§ EXERCISE DESCRIPTION: Output the full listing again without altering anything.

§ PROVIDED RECORDS:
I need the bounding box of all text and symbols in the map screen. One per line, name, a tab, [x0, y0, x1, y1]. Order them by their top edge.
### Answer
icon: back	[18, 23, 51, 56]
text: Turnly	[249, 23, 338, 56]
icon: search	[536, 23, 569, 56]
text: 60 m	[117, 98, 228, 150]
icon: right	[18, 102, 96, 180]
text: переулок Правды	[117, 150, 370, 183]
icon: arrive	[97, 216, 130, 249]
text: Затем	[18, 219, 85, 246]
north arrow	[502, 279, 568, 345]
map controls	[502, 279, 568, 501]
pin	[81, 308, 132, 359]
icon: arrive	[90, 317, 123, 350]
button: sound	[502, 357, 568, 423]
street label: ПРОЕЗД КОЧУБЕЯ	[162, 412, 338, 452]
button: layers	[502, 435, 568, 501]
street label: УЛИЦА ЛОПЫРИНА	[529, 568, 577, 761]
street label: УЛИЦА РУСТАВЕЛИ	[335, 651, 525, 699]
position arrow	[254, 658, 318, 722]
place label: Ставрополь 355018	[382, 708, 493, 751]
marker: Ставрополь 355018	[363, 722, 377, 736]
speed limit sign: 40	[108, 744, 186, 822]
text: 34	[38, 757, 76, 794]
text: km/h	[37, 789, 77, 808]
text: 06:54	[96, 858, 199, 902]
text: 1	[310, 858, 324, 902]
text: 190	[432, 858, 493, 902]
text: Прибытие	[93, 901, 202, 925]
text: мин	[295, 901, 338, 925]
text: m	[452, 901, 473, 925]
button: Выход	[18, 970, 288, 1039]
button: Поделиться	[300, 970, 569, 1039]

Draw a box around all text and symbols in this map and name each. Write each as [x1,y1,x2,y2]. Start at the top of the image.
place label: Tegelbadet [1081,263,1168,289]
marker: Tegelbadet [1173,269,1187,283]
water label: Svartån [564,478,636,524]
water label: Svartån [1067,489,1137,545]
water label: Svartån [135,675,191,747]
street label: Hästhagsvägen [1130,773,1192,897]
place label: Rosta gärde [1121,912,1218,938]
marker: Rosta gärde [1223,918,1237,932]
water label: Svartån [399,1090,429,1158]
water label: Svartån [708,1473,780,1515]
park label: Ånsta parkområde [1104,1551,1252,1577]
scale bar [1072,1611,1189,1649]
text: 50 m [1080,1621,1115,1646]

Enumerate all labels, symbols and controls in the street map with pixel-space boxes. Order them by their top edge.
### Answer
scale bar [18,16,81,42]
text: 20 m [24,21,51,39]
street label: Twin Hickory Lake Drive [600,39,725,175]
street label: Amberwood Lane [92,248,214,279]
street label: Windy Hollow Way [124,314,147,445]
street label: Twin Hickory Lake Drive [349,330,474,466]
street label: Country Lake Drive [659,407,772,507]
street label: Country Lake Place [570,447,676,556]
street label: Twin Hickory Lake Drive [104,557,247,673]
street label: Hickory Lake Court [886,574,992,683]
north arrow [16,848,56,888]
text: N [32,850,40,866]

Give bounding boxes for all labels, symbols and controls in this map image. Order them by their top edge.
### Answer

§ ANSWER SECTION:
I need the bounding box of all text and symbols in the map screen. One per line, name, a tab, [x0, y0, x1, y1]. Order them by their top edge.
### Answer
icon: back	[18, 23, 51, 56]
text: Turnly	[249, 23, 338, 56]
icon: search	[536, 23, 569, 56]
text: 60 m	[117, 98, 228, 150]
icon: right	[18, 102, 96, 180]
text: переулок Правды	[117, 150, 370, 183]
icon: arrive	[97, 216, 130, 249]
text: Затем	[18, 219, 85, 246]
north arrow	[502, 279, 568, 345]
map controls	[502, 279, 568, 501]
pin	[81, 308, 132, 359]
icon: arrive	[90, 317, 123, 350]
button: sound	[502, 357, 568, 423]
street label: ПРОЕЗД КОЧУБЕЯ	[162, 412, 338, 452]
button: layers	[502, 435, 568, 501]
street label: УЛИЦА ЛОПЫРИНА	[529, 568, 577, 761]
street label: УЛИЦА РУСТАВЕЛИ	[335, 651, 525, 699]
position arrow	[254, 658, 318, 722]
place label: Ставрополь 355018	[382, 708, 493, 751]
marker: Ставрополь 355018	[363, 722, 377, 736]
speed limit sign: 40	[108, 744, 186, 822]
text: 34	[38, 757, 76, 794]
text: km/h	[37, 789, 77, 808]
text: 06:54	[96, 858, 199, 902]
text: 1	[310, 858, 324, 902]
text: 190	[432, 858, 493, 902]
text: Прибытие	[93, 901, 202, 925]
text: мин	[295, 901, 338, 925]
text: m	[452, 901, 473, 925]
button: Выход	[18, 970, 288, 1039]
button: Поделиться	[300, 970, 569, 1039]

Draw a box around all text and symbols in this map and name each. Write each as [x1,y1,x2,y2]. Start at the top of the image.
place label: Tegelbadet [1081,263,1168,289]
marker: Tegelbadet [1173,269,1187,283]
water label: Svartån [564,478,636,524]
water label: Svartån [1067,489,1137,545]
water label: Svartån [135,675,191,747]
street label: Hästhagsvägen [1130,773,1192,897]
place label: Rosta gärde [1121,912,1218,938]
marker: Rosta gärde [1223,918,1237,932]
water label: Svartån [399,1090,429,1158]
water label: Svartån [708,1473,780,1515]
park label: Ånsta parkområde [1104,1551,1252,1577]
scale bar [1072,1611,1189,1649]
text: 50 m [1080,1621,1115,1646]

Enumerate all labels, symbols and controls in the street map with pixel-space boxes. Order them by their top edge.
### Answer
scale bar [18,16,81,42]
text: 20 m [24,21,51,39]
street label: Twin Hickory Lake Drive [600,39,725,175]
street label: Amberwood Lane [92,248,214,279]
street label: Windy Hollow Way [124,314,147,445]
street label: Twin Hickory Lake Drive [349,330,474,466]
street label: Country Lake Drive [659,407,772,507]
street label: Country Lake Place [570,447,676,556]
street label: Twin Hickory Lake Drive [104,557,247,673]
street label: Hickory Lake Court [886,574,992,683]
north arrow [16,848,56,888]
text: N [32,850,40,866]

Give bounding boxes for all labels, symbols and controls in this map image. Order them by their top edge.
### Answer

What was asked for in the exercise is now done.